The Jerusalem Film Festival’s opening film is shown at a festive screening at the Sultan’s Pool amphitheater, with an audience of thousands.
The Jerusalem Film Festival’s opening film is shown at a festive screening at the Sultan’s Pool amphitheater, with an audience of thousands. (credit: Jerusalem Cinematheque)

Doing it with style, and perseverance

I knew of van Leer only by reputation when I moved to Israel in 2000 after having worked as a film critic at the New York Post, and I was knocked out by the variety at the Jerusalem Film Festival and dazzled by its creator’s charm when I tracked her down to write about the festival.

I was used to the New York Film Festival, which is an important event, but where only about two dozen movies are shown, most of them by established filmmakers. The Jerusalem Film Festival is modeled on the much larger and more elaborate European festivals like Cannes, Berlin, and Venice.

The Jerusalem Festival used to sponsor a critics’ preview weekend – a more modest version of which continues to this day – in which dozens of movies that were scheduled to be shown would be pre-screened over a two-day period. In the evening, van Leer treated the critics to a dinner catered by one of the city’s finest restaurants and served by waiters in the garden.

I was enchanted as our wine glasses were filled and refilled, and the waiters ground coffee beans for individual espressos. But the Israeli critics had gotten used to such luxuries and groused that there was only one imported beer being served.

Everything van Leer did, she did with style. When Eran Riklis’s film The Syrian Bride, about a Druze family on the Syrian border, had its premiere at the festival in 2004, the reception was catered by the celebrated east Jerusalem restaurant Philadelphia. When John Malkovich was a festival guest in 2008, van Leer had the festival make up hundreds of masks with his face on them so that when he walked into his master class, the audience held them up, recreating a famous scene in the movie about him, Being John Malkovich.

Our most memorable interview took place during the darkest days of the Second Intifada, in the summer of 2002, when terrorism was rampant in Jerusalem. She spoke candidly about the difficulties of organizing a film festival in this climate: “Festival means ‘celebration,’ and this is a hard year to celebrate. I feel like that quote from [Samuel] Beckett – you know the one I mean [at the end of his 1953 novel The Unnamable] – ‘I can’t go on, I’ll go on.’ We have to go on.

“I feel the films this year will not only be an escape for people but also may be a way of helping them understand things better – that’s what I hope,” she said then.

“I’m not interested in just having the premiere of a popular American film that will play here anyway. I want to show films that wouldn’t be seen here otherwise, to give people a look at different worlds.”

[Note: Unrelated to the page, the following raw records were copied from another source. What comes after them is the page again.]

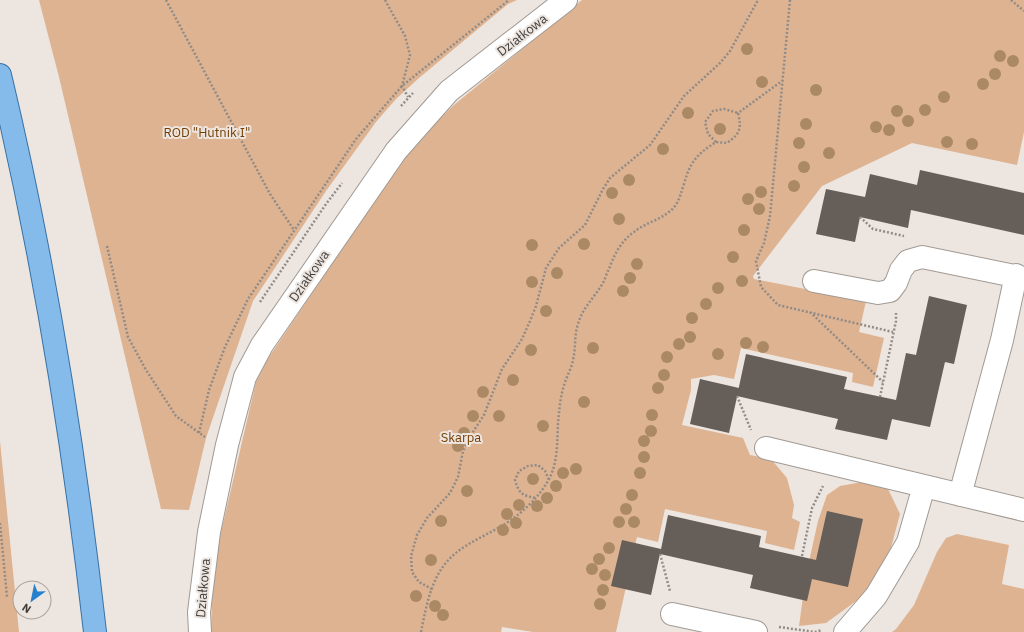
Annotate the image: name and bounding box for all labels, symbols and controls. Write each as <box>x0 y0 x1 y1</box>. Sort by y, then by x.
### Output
street label: Działkowa <box>493 10 551 60</box>
park label: ROD "Hutnik I" <box>164 124 250 141</box>
street label: Działkowa <box>285 247 333 305</box>
park label: Skarpa <box>441 429 481 446</box>
street label: Działkowa <box>192 558 214 618</box>
north arrow <box>12 580 52 620</box>
text: N <box>19 600 34 616</box>

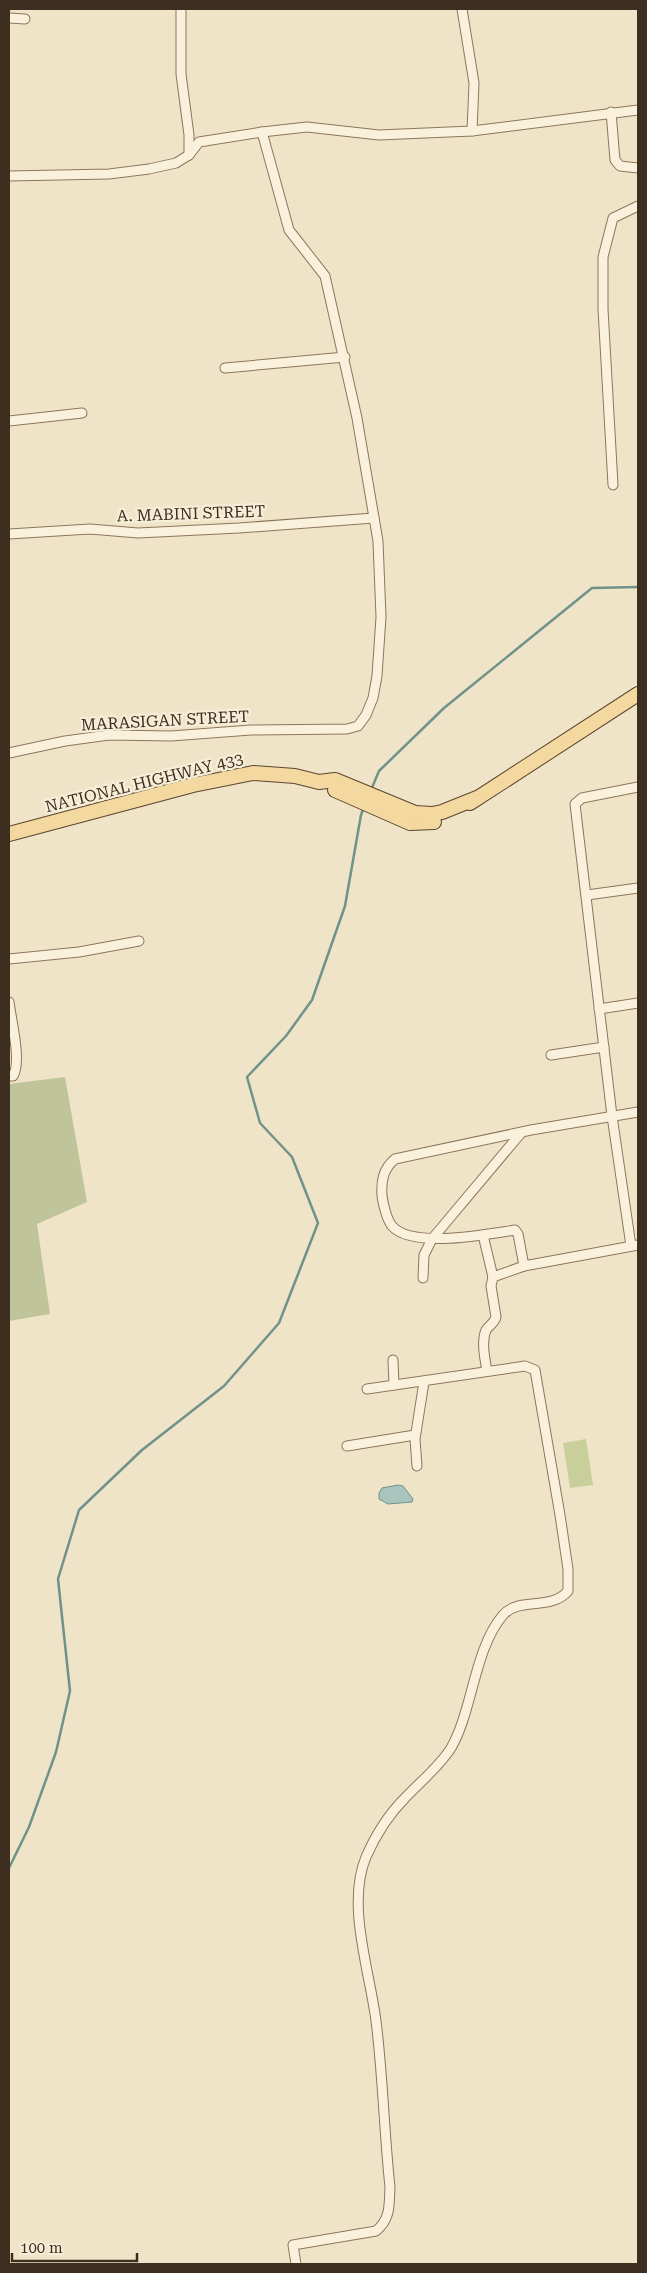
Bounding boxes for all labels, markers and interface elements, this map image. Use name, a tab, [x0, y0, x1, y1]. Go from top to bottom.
street label: A. MABINI STREET	[117, 501, 266, 526]
street label: MARASIGAN STREET	[80, 707, 250, 734]
street label: NATIONAL HIGHWAY 433	[43, 749, 245, 816]
scale bar	[12, 2230, 138, 2262]
text: 100 m	[20, 2239, 63, 2257]

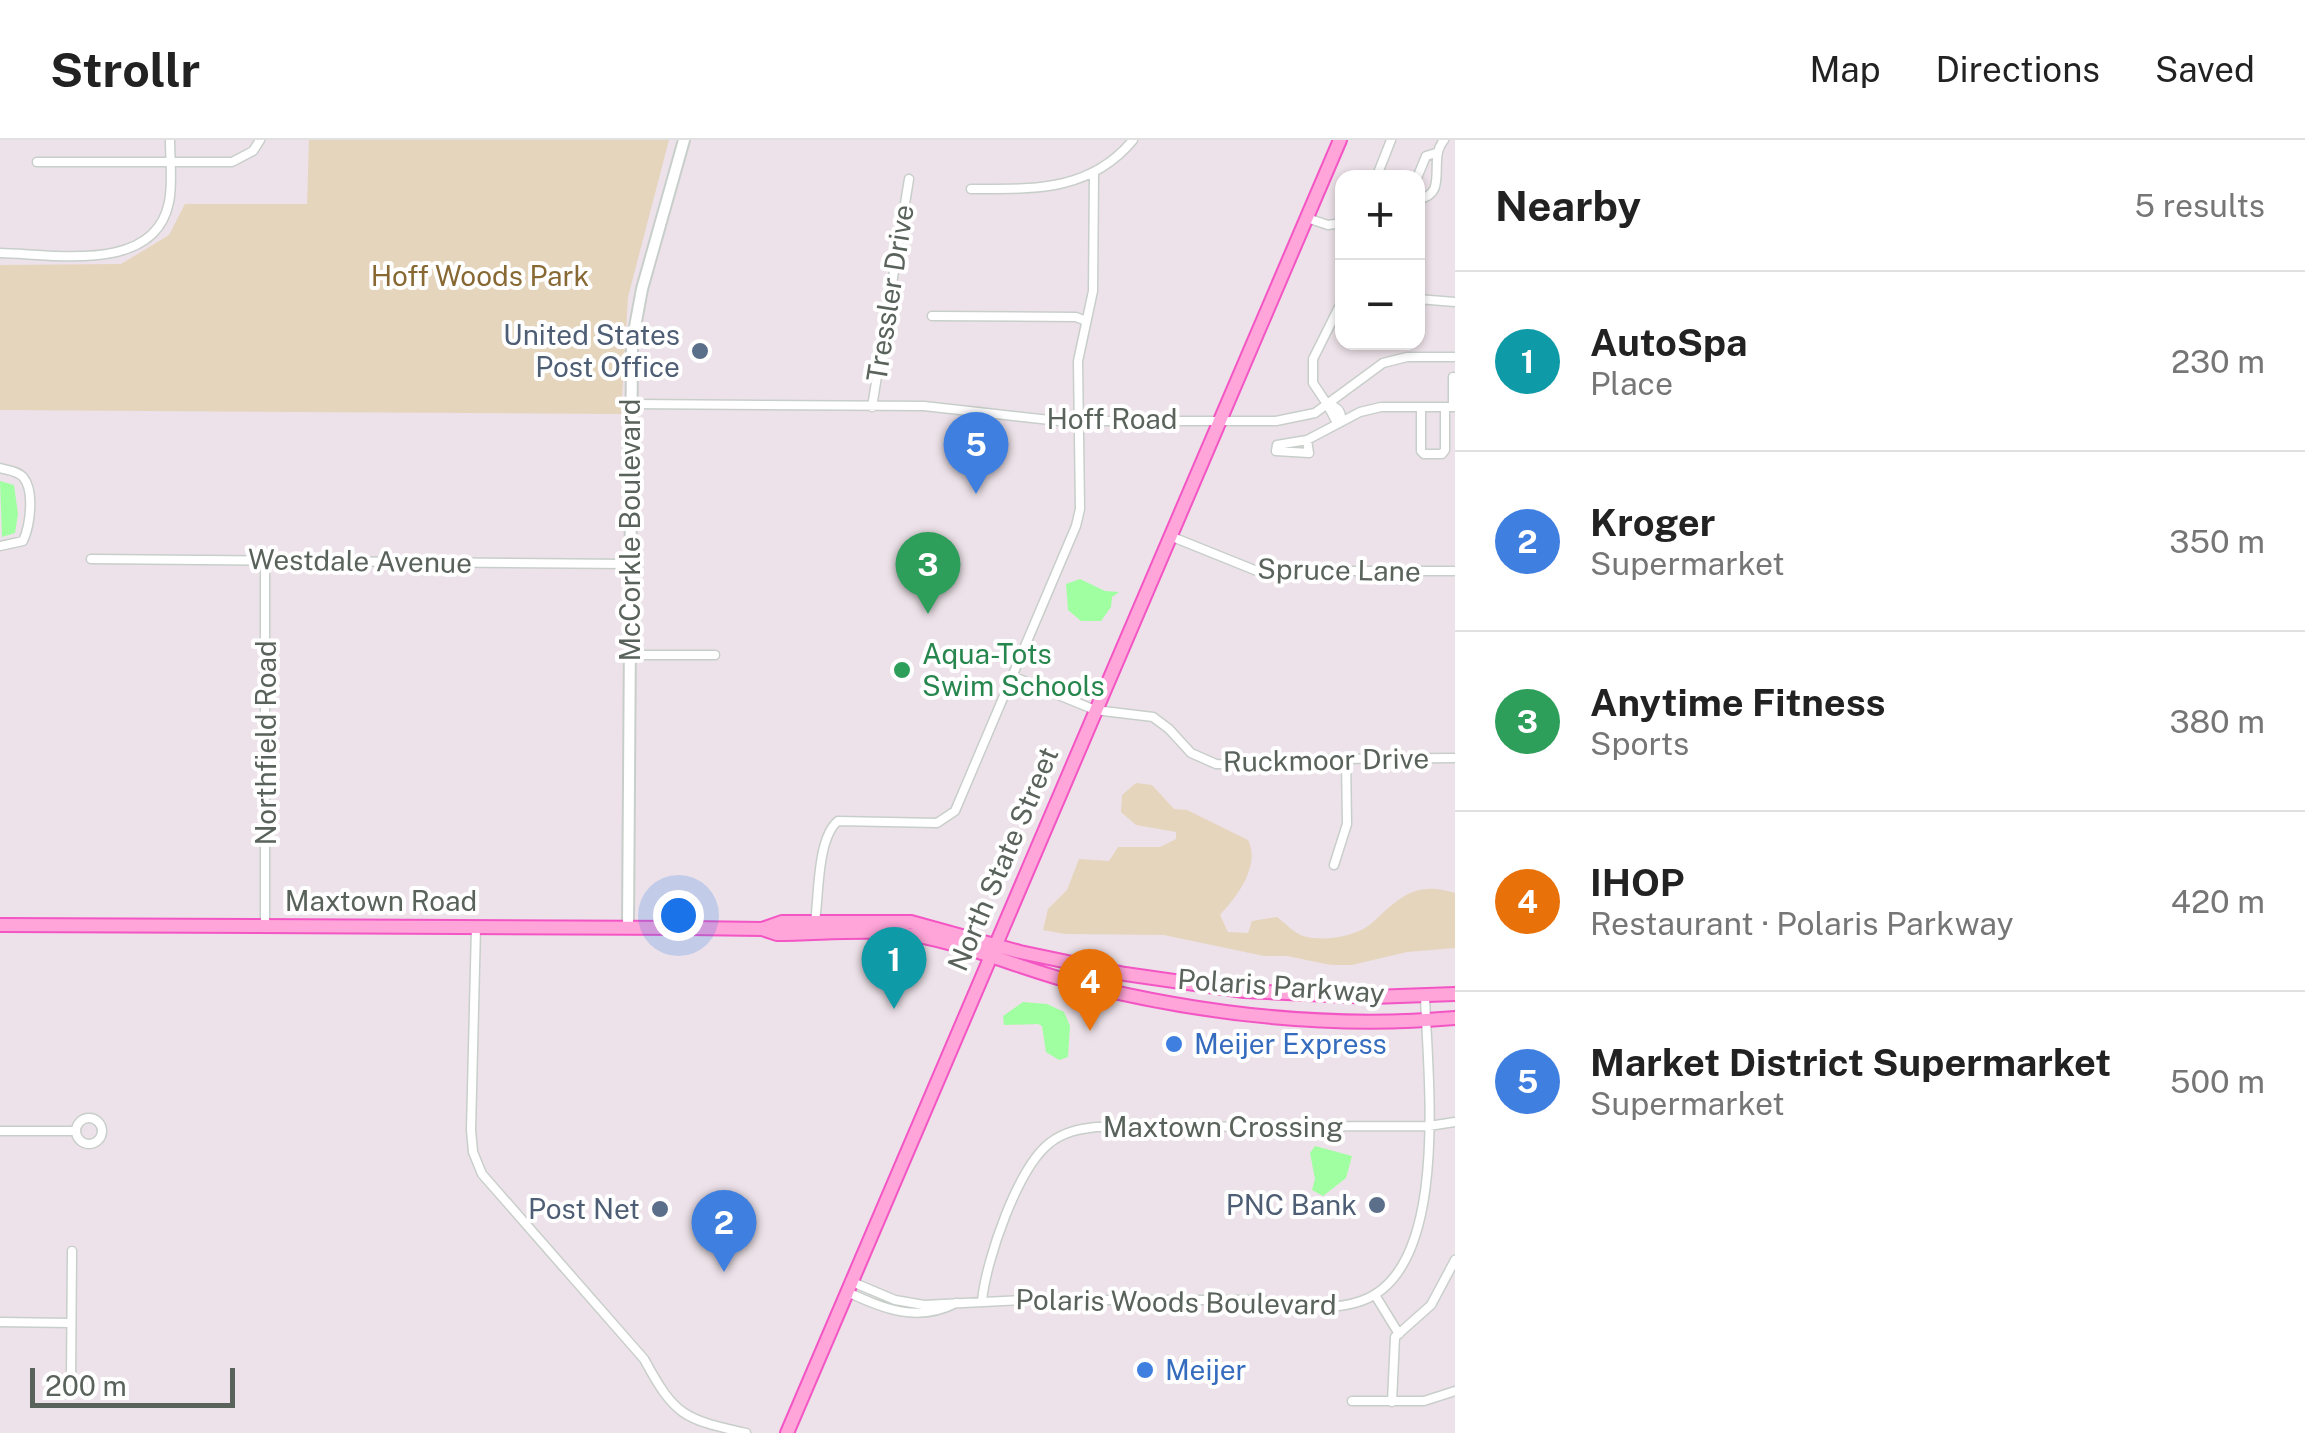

Lia and Wim: Missionary movie zeal

Van Leer knew more than a little about different worlds.

Born Lia Greenberg in the Bessarabian city of Balti, which was then part of Romania and is now in Moldova, she came to Palestine in 1940 to visit her sister, who had been living here for several years. She soon realized that she could never go home, due to the war. While she was in Tel Aviv, she got the worst possible news from home – the Nazis had murdered her entire family.

And so she “went on,” even before Beckett had said to, studying at the Hebrew University of Jerusalem. In 1952, she married Wim van Leer, an intellectual Dutchman who was an engineer, industrialist, pilot, and playwright. Wim was very wealthy, and they could have lived anywhere. But they were Zionists and settled in Haifa, although they continued to travel the world for his business. “I just schlepped along,” said Lia, which was obviously something of an understatement.

The two shared a love of movies, and wherever they went they saw the latest and best films, acquiring prints of many of them to bring back to Israel. These films, which eventually formed the basis for the Israel Film Archive, were originally stored in their apartment. While there were movie theaters in Israel in the early days of the state, they tended to play only the most commercial films, and many areas of the country had no cinemas at all.

With the zeal of missionaries, the van Leers traveled the country via crop-dusting planes, bringing movies to isolated areas. Once the Israel Film Archive was established, van Leer she made sure that it housed a copy of every movie made in Israel, as well as many foreign films.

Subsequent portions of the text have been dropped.